◆ Brief
Return, exactly and in full, the lines of the records below starting at the one with "0,100% 100%,50% 72%,0" and ending at the one with "ctx.lineJoin = 'round';", and no other lines.

= = = = =

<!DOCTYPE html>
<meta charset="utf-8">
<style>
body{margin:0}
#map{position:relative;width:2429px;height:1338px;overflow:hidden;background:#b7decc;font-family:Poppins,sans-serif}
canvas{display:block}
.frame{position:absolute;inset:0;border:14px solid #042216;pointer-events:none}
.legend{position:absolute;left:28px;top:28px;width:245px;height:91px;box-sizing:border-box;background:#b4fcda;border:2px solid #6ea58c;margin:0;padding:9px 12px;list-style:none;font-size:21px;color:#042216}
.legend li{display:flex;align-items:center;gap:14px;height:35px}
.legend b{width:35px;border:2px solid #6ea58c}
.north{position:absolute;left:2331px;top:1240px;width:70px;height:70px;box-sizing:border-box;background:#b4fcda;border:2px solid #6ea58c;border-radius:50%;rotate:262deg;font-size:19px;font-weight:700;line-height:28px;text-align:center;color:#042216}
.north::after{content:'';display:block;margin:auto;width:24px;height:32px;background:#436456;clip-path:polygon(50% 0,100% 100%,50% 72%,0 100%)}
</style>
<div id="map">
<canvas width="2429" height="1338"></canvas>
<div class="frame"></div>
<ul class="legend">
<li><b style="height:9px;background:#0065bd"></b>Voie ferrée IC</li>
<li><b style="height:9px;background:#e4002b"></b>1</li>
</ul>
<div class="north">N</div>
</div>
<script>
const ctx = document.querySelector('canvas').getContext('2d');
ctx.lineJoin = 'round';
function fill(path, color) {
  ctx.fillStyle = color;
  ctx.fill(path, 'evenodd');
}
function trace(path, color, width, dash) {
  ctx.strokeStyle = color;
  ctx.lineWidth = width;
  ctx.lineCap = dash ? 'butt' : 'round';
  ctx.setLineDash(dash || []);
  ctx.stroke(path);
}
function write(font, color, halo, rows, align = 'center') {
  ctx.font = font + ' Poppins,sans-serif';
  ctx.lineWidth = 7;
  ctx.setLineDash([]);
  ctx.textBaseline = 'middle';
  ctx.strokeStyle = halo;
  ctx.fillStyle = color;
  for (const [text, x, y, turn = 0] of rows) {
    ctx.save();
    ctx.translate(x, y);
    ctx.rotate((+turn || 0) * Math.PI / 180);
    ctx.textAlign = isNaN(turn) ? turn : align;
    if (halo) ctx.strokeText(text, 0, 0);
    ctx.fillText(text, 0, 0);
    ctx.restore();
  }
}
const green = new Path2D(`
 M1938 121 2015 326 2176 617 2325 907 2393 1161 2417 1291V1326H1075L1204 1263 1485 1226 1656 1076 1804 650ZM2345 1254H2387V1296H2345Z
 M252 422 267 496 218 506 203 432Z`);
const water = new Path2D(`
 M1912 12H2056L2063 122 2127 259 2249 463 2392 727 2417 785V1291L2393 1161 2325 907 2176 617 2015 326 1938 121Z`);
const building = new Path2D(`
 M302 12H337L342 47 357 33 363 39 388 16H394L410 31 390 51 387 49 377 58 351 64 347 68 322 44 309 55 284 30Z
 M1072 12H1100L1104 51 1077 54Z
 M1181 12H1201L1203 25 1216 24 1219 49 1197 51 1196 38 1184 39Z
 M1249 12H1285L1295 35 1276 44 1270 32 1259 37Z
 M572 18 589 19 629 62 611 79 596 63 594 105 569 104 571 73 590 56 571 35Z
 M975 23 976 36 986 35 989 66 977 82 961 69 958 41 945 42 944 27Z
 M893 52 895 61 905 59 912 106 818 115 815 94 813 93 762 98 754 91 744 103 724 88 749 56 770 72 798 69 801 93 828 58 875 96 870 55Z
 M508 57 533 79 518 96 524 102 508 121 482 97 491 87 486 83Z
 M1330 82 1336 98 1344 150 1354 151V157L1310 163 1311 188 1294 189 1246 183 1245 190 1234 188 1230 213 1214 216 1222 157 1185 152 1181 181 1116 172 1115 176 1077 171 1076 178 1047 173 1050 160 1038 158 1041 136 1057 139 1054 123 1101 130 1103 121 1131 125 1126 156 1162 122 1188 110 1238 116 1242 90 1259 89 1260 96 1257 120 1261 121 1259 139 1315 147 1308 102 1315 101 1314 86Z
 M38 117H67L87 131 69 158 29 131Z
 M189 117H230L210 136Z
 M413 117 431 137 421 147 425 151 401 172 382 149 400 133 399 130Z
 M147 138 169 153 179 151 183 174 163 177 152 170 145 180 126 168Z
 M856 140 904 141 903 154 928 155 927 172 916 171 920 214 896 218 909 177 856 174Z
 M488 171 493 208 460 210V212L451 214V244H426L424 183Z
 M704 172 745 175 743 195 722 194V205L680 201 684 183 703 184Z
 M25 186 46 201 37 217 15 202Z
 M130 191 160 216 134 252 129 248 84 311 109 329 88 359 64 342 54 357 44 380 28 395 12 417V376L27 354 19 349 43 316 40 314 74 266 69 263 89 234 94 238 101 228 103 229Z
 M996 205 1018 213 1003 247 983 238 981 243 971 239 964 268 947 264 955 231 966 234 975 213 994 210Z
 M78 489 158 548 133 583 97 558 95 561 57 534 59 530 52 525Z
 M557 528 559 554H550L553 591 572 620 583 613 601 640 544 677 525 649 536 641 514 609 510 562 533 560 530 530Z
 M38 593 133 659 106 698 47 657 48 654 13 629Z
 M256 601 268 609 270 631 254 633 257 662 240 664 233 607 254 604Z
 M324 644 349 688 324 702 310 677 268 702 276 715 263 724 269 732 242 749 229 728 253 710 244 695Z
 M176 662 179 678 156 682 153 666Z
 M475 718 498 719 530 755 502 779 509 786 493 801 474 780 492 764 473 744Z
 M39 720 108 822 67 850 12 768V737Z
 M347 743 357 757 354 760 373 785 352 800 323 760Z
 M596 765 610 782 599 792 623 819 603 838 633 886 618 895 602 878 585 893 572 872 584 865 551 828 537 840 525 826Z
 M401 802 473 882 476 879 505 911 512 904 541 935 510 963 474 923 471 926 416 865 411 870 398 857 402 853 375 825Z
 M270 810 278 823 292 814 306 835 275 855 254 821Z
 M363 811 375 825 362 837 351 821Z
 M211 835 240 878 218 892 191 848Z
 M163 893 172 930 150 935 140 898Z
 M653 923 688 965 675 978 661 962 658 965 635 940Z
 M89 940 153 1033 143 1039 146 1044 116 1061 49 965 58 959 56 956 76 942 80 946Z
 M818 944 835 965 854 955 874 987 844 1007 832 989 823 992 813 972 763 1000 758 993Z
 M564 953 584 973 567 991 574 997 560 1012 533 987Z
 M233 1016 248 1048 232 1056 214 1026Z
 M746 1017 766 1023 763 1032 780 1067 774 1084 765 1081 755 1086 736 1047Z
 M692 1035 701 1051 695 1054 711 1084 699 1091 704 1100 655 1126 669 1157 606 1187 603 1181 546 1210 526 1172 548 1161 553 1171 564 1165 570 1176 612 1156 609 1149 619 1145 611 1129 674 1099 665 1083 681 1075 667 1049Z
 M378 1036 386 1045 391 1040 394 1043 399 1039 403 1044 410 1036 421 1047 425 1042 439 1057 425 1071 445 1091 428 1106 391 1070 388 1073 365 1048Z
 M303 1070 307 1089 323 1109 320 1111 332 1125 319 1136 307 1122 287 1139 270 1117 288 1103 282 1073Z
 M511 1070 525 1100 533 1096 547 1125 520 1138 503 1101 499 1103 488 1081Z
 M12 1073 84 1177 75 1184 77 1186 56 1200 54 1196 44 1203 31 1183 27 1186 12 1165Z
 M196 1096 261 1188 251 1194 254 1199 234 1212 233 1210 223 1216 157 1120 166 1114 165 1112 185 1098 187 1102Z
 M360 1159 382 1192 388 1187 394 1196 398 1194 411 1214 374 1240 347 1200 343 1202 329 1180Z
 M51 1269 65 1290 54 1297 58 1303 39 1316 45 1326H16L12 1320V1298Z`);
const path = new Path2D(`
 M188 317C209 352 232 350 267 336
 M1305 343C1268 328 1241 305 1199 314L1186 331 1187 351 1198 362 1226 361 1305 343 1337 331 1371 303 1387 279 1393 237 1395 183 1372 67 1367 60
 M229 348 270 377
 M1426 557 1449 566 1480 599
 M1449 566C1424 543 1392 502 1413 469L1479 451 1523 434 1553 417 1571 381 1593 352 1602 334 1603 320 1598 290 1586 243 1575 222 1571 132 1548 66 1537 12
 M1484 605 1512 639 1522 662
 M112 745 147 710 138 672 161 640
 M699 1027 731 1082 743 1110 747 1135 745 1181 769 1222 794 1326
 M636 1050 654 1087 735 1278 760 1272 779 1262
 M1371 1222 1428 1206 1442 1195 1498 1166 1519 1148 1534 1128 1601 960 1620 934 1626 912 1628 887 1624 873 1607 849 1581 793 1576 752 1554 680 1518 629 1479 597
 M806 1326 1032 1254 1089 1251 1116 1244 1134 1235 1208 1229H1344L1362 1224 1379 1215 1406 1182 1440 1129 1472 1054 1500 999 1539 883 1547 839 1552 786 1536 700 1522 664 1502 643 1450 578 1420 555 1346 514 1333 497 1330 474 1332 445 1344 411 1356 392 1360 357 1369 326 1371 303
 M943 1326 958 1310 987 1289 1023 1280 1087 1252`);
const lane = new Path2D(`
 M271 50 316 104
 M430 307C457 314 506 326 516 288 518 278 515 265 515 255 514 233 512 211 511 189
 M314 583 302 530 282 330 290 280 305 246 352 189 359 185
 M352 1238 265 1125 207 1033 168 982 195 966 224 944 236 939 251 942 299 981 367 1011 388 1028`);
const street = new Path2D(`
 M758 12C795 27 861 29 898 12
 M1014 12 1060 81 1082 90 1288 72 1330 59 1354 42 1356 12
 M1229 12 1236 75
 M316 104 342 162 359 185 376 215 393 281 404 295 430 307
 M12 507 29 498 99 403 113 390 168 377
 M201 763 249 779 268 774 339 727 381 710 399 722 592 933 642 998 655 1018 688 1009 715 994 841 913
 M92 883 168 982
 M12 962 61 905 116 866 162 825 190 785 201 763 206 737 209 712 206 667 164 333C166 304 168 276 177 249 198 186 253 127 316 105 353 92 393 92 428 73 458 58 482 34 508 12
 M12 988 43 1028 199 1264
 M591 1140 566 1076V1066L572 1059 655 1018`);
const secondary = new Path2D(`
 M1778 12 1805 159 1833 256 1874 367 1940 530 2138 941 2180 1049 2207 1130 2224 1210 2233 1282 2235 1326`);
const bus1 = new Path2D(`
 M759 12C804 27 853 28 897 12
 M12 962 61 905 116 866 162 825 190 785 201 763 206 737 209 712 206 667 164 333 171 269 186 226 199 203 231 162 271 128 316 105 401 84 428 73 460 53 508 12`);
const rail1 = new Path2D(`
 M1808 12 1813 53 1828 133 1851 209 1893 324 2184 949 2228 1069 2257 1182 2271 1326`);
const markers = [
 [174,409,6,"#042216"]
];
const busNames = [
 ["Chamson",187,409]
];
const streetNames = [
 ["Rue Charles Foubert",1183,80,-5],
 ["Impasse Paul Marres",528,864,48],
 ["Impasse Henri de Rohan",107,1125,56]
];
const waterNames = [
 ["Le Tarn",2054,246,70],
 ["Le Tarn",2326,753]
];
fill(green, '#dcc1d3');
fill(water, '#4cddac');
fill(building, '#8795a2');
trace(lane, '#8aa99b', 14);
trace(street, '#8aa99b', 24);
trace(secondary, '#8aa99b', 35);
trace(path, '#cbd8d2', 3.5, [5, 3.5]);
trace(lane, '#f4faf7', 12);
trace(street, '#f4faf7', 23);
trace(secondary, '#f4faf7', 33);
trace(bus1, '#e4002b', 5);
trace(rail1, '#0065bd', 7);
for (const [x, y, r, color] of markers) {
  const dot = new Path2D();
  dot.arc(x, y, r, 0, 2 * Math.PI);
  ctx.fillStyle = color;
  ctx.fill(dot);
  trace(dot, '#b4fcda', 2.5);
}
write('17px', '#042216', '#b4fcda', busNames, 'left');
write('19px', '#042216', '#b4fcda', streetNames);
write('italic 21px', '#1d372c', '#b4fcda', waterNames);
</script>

= = = = =

◆ Completed task
.north::after{content:'';display:block;margin:auto;width:24px;height:32px;background:#436456;clip-path:polygon(50% 0,100% 100%,50% 72%,0 100%)}
</style>
<div id="map">
<canvas width="2429" height="1338"></canvas>
<div class="frame"></div>
<ul class="legend">
<li><b style="height:9px;background:#0065bd"></b>Voie ferrée IC</li>
<li><b style="height:9px;background:#e4002b"></b>1</li>
</ul>
<div class="north">N</div>
</div>
<script>
const ctx = document.querySelector('canvas').getContext('2d');
ctx.lineJoin = 'round';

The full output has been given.